___ MATERIAL PROVIDED
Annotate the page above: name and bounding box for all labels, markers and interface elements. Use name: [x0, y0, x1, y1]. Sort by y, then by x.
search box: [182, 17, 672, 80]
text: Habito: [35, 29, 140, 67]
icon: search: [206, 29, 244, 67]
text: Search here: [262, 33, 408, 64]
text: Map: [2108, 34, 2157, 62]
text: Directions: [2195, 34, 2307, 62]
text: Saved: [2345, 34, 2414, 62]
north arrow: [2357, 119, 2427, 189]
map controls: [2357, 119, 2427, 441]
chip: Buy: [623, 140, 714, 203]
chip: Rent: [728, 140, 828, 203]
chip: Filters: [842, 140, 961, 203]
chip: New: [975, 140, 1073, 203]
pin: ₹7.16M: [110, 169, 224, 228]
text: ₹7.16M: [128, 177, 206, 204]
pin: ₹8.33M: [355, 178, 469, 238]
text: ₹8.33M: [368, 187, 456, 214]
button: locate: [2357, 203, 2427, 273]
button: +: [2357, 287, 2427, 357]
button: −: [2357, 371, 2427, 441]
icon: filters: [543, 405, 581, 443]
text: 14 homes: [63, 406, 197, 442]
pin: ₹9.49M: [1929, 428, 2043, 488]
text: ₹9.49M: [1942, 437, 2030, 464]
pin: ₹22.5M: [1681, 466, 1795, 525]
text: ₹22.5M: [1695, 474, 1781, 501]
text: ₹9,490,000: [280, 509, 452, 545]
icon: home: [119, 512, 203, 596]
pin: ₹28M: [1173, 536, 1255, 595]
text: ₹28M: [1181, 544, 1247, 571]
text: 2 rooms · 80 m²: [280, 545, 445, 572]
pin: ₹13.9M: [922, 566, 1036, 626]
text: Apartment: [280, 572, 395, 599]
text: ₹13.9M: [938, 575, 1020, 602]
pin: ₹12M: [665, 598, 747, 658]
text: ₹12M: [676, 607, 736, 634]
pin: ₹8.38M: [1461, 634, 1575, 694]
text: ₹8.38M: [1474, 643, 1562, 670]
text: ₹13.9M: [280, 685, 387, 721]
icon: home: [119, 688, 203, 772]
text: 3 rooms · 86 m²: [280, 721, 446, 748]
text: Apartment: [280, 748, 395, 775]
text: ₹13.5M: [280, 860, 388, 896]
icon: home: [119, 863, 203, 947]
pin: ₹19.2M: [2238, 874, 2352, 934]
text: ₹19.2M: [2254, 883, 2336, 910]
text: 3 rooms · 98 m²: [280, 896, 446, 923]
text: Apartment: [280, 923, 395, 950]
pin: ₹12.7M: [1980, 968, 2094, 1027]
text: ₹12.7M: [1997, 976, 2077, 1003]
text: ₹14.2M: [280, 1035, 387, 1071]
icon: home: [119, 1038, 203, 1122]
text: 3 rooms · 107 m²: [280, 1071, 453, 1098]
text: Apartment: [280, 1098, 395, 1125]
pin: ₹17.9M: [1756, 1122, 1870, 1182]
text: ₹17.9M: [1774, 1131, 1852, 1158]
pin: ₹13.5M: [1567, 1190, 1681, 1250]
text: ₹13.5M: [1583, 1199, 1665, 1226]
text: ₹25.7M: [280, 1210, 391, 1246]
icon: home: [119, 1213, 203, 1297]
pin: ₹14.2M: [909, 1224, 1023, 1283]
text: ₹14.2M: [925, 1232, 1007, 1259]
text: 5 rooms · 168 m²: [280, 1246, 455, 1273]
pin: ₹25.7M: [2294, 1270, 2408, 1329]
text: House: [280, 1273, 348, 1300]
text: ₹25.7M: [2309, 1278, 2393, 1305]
______
## [EXERCISE DETAILS]
All the lines that hold the word "rooms" must appear in the answer, copied from the records.

## [SOLUTION BELOW]
text: 2 rooms · 80 m²: [280, 545, 445, 572]
text: 3 rooms · 86 m²: [280, 721, 446, 748]
text: 3 rooms · 98 m²: [280, 896, 446, 923]
text: 3 rooms · 107 m²: [280, 1071, 453, 1098]
text: 5 rooms · 168 m²: [280, 1246, 455, 1273]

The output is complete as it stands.